Saved data entries
* * * *

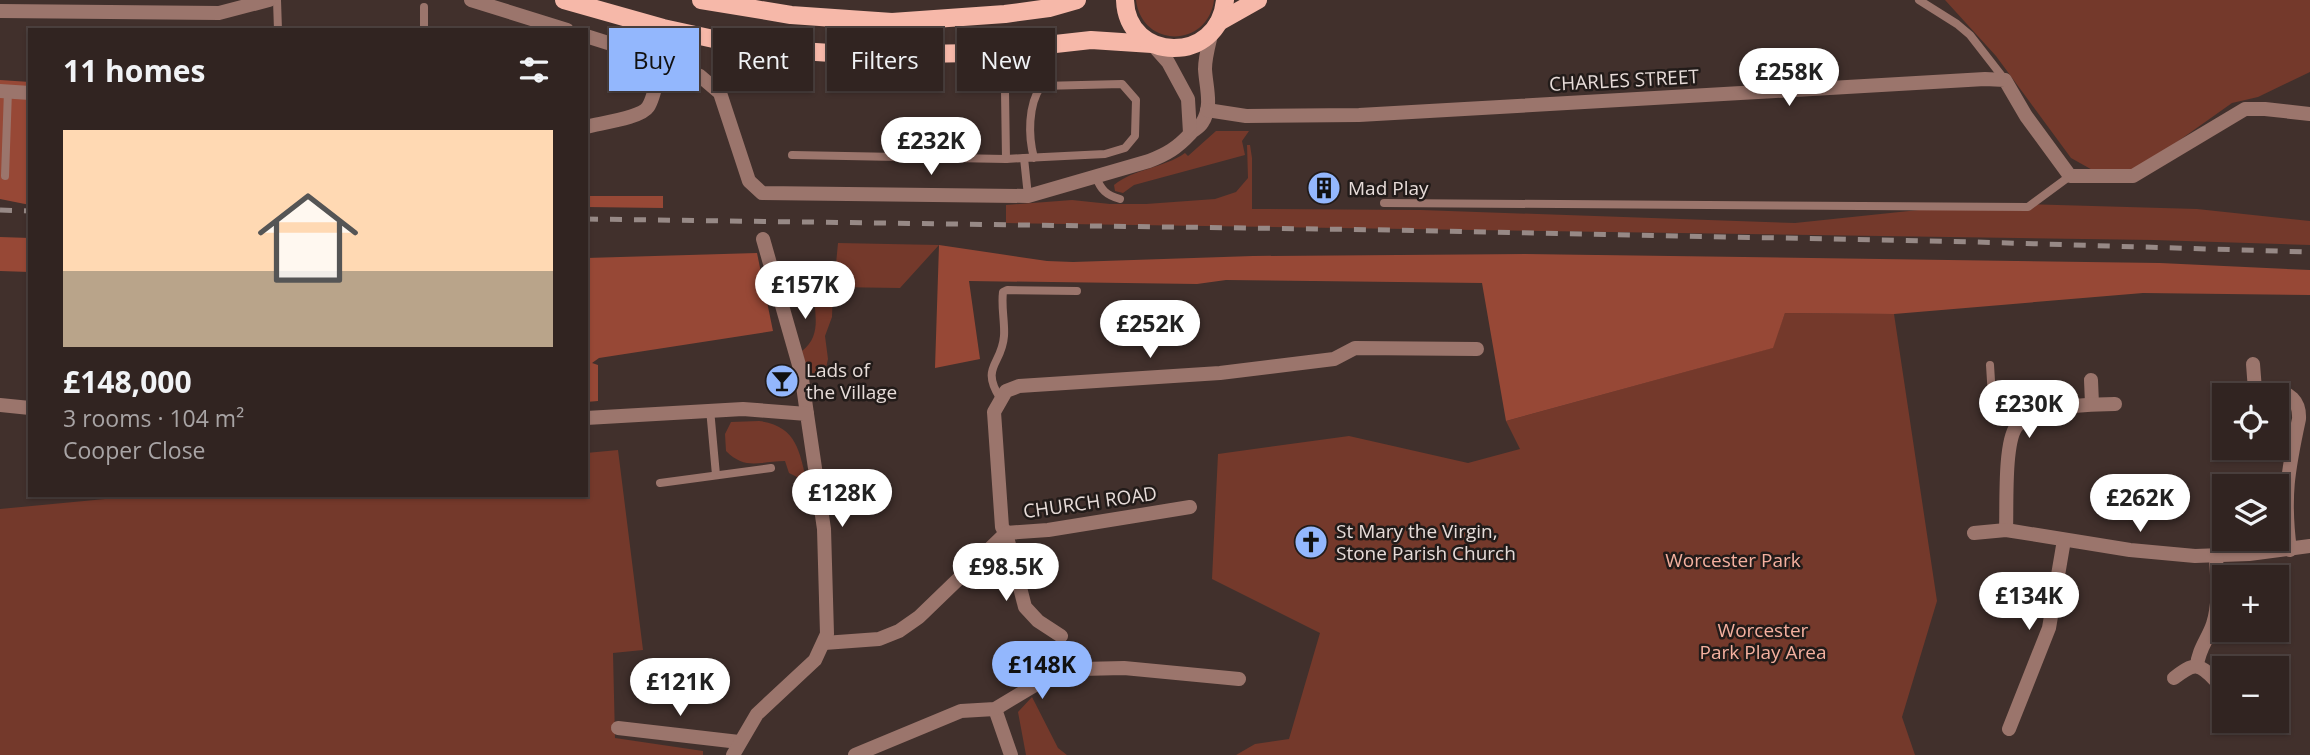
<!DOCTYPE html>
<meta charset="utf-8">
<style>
body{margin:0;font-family:"Open Sans",sans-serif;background:#3d302e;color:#f1f3f6;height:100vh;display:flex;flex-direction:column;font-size:26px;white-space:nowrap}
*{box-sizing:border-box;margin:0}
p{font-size:23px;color:#a8a4a5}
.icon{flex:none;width:38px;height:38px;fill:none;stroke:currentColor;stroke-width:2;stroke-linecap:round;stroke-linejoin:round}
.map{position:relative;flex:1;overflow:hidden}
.drawer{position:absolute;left:28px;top:28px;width:560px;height:469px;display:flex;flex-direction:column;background:#312421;border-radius:0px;box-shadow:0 2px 5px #0004,0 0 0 2px #4c413f}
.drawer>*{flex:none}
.hud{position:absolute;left:609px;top:28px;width:665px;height:63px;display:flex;gap:14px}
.fabs{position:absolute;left:2212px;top:383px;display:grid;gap:14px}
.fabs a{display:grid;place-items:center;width:77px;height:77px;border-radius:0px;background:#312421;box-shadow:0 2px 5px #0004,0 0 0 2px #4c413f;font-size:35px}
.price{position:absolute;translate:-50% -60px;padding:0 16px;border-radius:24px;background:#fff;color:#222;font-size:23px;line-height:46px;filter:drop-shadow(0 2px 4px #0008)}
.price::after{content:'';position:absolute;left:50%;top:42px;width:21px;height:16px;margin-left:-10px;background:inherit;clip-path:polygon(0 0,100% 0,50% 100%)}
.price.on{background:#93b7fd;color:#111}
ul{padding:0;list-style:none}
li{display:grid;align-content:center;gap:14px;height:371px;padding:0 35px}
li span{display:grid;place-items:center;height:217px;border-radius:0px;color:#555}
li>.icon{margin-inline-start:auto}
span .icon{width:126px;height:126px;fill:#fffc;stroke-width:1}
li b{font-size:30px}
h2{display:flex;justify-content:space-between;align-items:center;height:84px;padding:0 35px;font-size:30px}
.tag{padding:0 24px;border-radius:0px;background:#312421;box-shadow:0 2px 5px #0004,0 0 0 2px #4c413f;font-size:24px;line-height:63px}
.tag.on{background:#93b7fd;color:#111}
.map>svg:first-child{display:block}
.green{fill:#74392b}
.forest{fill:#974836}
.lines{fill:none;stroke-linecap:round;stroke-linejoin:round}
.service{stroke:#9b756c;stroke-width:8}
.minor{stroke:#9b756c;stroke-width:14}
.tertiary{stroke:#9b756c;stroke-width:14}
.primary{stroke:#f6b8a9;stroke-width:18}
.rail{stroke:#978986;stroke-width:5;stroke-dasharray:12 12;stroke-linecap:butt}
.labels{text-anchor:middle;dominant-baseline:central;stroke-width:5;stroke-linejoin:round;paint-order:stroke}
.street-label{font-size:19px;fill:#e7dcd9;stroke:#221b19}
.poi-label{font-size:19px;fill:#e7dcd9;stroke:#221b19;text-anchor:start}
.park-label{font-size:19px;fill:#f4b09f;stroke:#221b19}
</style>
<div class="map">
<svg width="2310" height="755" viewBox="0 0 2310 755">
<rect width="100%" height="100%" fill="#41302c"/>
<g class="green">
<path d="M 1136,0 L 1214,0 C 1208,48 1142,49 1136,0 Z"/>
<polygon points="1945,0 2310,0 2310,72 2258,97 2232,103 2136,171 2096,172 2071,158 1996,56"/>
<path d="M 1216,131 L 1249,131 L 1242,141 L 1245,155 L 1134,185 L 1123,193 L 1115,191 L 1114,185 C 1133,169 1164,168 1185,153 L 1188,156 Z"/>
<polygon points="1247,145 1250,145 1252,158 1252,209 1421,210 1795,223 1985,203 2197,209 2310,221 2310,245 2153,240 1006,223 1006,205 1072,200 1110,204 1146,204 1215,199 1236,192 1248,178"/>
<path d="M 838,243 L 939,245 L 900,288 L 833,287 L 832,317 L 825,336 L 828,359 L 825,372 L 808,375 L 802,351 C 823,335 814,311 813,288 L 836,264 Z"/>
<polygon points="1785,313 1894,314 1937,601 1902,717 1915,755 1236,755 1255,744 1289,739 1320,633 1212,579 1218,454 1349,436 1468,463 1520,449 1506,421 1772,348"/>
<path d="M 759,421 C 797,426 799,451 807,482 L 789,473 L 785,461 C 760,461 746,471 726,451 L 725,434 L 731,422 Z"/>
<polygon points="618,450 643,650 613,653 615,738 703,751 703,755 0,755 0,509 147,495 586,495 586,453"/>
<polygon points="1032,697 1058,748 1067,755 1026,755 1018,712"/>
</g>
<g class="forest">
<polygon points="0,80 30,82 30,205 0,199"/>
<polygon points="586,196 663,196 663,208 586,207"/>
<polygon points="0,237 30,238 30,272 0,271"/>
<polygon points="939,245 1047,261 1073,262 1253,256 1526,254 2160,263 2310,270 2310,295 2143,293 1894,314 1785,313 1773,348 1506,421 1482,283 1226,280 1197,284 969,281 980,359 935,368"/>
<polygon points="757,253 773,331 599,358 592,363 598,365 598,401 586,402 586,258"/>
</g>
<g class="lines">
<g class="service">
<polyline points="277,0 278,30"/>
<polyline points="1919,0 1957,24 1970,35 2005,80"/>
<polyline points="424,30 424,7"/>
<polyline points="1005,91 1006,159 1024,158 1028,196"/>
<polyline points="792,155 1006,159"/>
<path d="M 1024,158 L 1105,154 L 1125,148 L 1135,136 L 1136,100 L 1122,84 L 1041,86 C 1028,105 1028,136 1034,158"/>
<polyline points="5,176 8,91"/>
<path d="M 1096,177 C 1101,190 1106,195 1120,199"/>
<polyline points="1384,203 2028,207 2070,176"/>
<polyline points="1990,365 1992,397 2017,425"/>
<path d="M 1000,398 C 980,366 1002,365 1004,336 C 1005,322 1001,307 1003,292 L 1007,290 L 1077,291"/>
<polyline points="710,409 716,475"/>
<polyline points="660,483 771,468"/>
</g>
<g class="minor">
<polyline points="471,0 567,30"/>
<polyline points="0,11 219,13 269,0"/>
<path d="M 586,36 L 662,60 L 700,76 L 720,93 L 749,181 L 762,193 L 1028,196 L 1149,161 C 1167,154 1177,148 1190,134 C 1193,130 1199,128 1202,123 C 1213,106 1206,88 1205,69 C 1205,57 1209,44 1212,31"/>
<polyline points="1152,44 1168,62 1188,99 1190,133"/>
<polyline points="0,91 30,93"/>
<polyline points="1207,110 1246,116 1359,115 1985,79 2005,80 2026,116 2070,176 2133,176 2245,109 2265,109 2310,114"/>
<path d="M 586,127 C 600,123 641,118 648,107 C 655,97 658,72 662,60"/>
<polyline points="763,239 801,372 807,414"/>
<polyline points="2253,364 2255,390"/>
<polyline points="2091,380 2092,404"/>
<path d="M 2231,396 C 2254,389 2301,381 2299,419 C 2288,470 2283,497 2290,550"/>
<path d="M 2006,530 C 2007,507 2004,444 2016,427 C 2032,404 2090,405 2115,404"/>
<polyline points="1974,533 2006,530 2130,550 2195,556 2249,554 2310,546"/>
<polyline points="1061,636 1038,621 1025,607 1006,533 1002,527 994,412 1006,391 1019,386 1220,373 1334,359 1355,348 1477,349"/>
<polyline points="824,643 879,639 899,631 919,617 1006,533 1048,530 1190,507"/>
<path d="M 2197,666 C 2198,650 2208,639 2213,624 C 2220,602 2217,579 2216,556"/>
<path d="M 2174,678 C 2194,663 2198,662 2215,680"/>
<polyline points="995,709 1011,755"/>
<polyline points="618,728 739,742"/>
<polyline points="2009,729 2049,628 2064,540"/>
<polyline points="855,755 961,711 995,709 1040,682 1060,674 1081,669 1124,668 1239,679"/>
</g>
<g class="tertiary">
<polyline points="0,405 30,408"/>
<polyline points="586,418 743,409 807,414 824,529 827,634 815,660 757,714 733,755"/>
</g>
<g class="primary">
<polyline points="564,0 663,28 755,48 862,55 975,53 1091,40 1152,44"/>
<polyline points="701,0 791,15 892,22 1005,14 1049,8 1077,0"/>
<path d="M 1125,0 C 1127,63 1219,65 1225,0"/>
<polyline points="1219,22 1258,0"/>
</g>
<g class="rail">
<polyline points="0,210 30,211"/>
<polyline points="586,219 1390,230 1975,242 2310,252"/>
</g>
</g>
<defs>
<symbol id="building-disc" viewBox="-11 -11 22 22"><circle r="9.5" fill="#93b7fd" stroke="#221b19"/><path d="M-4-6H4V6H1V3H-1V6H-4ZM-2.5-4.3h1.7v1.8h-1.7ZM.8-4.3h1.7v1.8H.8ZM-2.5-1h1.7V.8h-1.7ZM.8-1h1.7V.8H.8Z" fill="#111"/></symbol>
<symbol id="bar-disc" viewBox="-11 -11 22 22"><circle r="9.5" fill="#93b7fd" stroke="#221b19"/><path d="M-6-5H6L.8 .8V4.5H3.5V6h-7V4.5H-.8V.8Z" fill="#111"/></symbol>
<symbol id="church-disc" viewBox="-11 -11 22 22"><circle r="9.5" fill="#93b7fd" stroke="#221b19"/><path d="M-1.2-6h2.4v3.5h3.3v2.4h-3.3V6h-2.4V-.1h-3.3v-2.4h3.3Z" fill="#111"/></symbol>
</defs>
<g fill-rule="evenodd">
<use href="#building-disc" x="1305" y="169" width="38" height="38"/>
<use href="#bar-disc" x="763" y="362" width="38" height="38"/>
<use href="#church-disc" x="1292" y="523" width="38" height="38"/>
</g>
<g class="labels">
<g class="street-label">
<text transform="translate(1624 80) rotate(-3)">CHARLES STREET</text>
<text transform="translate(1090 502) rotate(-8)">CHURCH ROAD</text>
</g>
<g class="poi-label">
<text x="1348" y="188">Mad Play</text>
<text x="806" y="370">Lads of<tspan x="806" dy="22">the Village</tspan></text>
<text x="1336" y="531">St Mary the Virgin,<tspan x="1336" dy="22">Stone Parish Church</tspan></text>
</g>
<g class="park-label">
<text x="1733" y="560">Worcester Park</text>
<text x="1763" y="630">Worcester<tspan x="1763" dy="22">Park Play Area</tspan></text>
</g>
</g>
</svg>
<div class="fabs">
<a><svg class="icon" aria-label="locate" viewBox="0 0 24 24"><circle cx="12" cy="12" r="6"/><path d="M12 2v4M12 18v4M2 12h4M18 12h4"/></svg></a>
<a><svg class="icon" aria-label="layers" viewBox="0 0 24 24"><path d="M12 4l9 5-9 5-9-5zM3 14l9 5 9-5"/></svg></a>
<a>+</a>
<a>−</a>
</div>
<b class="price" style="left:1789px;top:108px">£258K</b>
<b class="price" style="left:931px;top:177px">£232K</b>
<b class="price" style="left:805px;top:321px">£157K</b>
<b class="price" style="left:1150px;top:360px">£252K</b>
<b class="price" style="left:2029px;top:440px">£230K</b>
<b class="price" style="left:842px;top:529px">£128K</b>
<b class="price" style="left:2140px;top:534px">£262K</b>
<b class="price" style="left:1006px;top:603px">£98.5K</b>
<b class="price" style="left:2029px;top:632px">£134K</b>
<b class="price on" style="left:1042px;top:701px">£148K</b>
<b class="price" style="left:680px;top:718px">£121K</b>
<div class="hud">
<a class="tag on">Buy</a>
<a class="tag">Rent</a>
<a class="tag">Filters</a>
<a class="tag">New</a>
</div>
<section class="drawer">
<h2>11 homes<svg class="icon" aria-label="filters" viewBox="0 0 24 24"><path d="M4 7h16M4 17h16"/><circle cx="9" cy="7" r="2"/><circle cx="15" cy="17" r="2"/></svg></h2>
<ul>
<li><span style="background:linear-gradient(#ffd9b3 65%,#b9a48a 0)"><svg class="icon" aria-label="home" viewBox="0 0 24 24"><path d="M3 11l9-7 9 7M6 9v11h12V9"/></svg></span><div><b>£148,000</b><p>3 rooms · 104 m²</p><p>Cooper Close</p></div></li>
</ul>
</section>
</div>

* * * *

WHAT IS EXPECTED>
The response consists of the lines above that contain "linecap".

SOLUTION TO THIS TASK>
.icon{flex:none;width:38px;height:38px;fill:none;stroke:currentColor;stroke-width:2;stroke-linecap:round;stroke-linejoin:round}
.lines{fill:none;stroke-linecap:round;stroke-linejoin:round}
.rail{stroke:#978986;stroke-width:5;stroke-dasharray:12 12;stroke-linecap:butt}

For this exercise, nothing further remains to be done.